- **Recorded data**:
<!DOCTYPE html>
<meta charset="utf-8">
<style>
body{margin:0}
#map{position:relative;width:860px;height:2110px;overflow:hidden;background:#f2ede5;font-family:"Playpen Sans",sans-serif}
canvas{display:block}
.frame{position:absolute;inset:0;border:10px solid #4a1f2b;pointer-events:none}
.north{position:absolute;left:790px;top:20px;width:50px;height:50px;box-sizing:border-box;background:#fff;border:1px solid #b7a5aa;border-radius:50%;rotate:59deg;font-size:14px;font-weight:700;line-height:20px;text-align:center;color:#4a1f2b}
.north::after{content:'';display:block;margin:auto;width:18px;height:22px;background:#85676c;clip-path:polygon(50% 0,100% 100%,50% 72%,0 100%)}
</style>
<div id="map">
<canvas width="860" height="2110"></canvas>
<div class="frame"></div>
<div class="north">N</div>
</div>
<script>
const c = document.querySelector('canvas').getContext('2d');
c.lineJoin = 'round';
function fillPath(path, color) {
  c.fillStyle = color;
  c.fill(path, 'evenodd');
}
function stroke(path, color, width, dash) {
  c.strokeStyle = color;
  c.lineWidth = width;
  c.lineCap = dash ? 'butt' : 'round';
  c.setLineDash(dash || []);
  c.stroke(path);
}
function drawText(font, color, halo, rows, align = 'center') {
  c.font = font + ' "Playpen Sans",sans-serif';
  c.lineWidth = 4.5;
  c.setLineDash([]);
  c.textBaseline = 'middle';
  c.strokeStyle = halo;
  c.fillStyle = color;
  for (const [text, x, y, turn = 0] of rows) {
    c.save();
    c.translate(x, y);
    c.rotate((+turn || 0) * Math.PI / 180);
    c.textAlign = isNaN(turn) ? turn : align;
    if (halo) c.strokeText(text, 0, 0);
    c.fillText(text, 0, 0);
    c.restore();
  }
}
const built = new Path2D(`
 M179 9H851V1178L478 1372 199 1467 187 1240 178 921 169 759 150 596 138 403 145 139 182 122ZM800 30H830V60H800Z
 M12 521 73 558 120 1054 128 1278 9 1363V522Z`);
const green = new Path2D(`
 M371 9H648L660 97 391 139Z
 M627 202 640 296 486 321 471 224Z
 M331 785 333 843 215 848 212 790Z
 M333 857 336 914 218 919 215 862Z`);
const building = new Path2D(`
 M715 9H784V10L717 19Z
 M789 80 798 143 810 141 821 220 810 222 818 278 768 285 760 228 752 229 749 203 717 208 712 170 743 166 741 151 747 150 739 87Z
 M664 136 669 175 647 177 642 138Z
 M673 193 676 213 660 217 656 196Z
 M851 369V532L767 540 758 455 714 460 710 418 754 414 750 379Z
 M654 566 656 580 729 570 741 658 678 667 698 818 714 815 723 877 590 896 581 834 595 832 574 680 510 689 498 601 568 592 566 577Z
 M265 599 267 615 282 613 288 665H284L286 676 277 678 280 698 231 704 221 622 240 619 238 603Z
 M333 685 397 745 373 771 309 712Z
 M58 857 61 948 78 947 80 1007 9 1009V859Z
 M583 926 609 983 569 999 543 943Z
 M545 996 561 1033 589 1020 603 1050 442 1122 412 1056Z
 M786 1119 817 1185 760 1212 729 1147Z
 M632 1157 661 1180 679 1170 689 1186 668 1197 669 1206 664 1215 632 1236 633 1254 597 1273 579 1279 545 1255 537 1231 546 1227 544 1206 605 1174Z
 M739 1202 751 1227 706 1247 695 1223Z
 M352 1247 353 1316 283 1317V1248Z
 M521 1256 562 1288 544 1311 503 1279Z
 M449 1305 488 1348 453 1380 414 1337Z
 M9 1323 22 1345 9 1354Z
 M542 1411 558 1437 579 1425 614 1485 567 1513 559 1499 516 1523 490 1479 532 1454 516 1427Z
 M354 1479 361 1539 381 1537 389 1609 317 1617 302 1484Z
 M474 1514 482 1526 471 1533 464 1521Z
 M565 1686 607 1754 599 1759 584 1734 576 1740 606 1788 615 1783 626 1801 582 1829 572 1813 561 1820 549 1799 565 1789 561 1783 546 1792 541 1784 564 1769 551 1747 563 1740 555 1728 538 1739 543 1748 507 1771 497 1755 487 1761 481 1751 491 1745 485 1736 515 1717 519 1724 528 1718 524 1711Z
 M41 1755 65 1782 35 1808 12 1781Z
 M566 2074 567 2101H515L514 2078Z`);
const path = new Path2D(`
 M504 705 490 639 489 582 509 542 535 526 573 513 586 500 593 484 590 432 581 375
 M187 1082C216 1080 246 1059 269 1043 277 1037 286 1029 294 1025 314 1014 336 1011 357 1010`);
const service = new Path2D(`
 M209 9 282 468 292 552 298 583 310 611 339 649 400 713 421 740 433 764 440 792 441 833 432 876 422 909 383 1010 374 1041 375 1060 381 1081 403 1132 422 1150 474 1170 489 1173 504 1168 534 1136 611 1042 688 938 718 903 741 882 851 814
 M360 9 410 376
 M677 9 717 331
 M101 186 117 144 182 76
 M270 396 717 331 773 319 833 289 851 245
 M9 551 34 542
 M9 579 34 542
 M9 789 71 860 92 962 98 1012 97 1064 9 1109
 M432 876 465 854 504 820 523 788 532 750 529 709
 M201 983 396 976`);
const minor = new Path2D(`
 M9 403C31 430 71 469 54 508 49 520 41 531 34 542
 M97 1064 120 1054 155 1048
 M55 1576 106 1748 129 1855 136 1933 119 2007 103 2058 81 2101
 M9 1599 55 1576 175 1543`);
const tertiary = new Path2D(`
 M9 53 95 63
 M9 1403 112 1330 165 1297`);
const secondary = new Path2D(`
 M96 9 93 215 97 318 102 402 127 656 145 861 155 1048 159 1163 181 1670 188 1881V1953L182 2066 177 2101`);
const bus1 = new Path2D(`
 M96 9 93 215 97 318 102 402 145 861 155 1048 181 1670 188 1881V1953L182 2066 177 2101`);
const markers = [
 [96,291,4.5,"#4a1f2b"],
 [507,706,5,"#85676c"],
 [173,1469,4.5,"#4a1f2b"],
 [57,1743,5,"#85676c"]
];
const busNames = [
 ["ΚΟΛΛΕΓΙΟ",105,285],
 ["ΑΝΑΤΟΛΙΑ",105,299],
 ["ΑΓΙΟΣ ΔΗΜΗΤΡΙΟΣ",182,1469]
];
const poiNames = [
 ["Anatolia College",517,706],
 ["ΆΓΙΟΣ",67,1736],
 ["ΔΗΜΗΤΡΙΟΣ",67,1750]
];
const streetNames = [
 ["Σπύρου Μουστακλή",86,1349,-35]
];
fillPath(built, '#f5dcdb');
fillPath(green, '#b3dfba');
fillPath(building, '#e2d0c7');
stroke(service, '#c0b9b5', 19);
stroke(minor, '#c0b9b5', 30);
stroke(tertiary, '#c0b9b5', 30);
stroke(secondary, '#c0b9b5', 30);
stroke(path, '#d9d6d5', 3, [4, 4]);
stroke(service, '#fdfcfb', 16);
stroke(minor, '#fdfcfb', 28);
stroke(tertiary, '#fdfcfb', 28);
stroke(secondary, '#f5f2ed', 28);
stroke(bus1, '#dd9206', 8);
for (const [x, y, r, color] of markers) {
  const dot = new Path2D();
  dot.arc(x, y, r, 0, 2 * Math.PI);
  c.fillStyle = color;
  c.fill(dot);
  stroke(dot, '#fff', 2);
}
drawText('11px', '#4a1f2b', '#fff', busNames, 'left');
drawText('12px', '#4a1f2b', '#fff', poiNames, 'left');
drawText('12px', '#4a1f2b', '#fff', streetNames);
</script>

- **What to do**: Give only the count of lines in this material that contain the string "Math".

- **Answer**: 2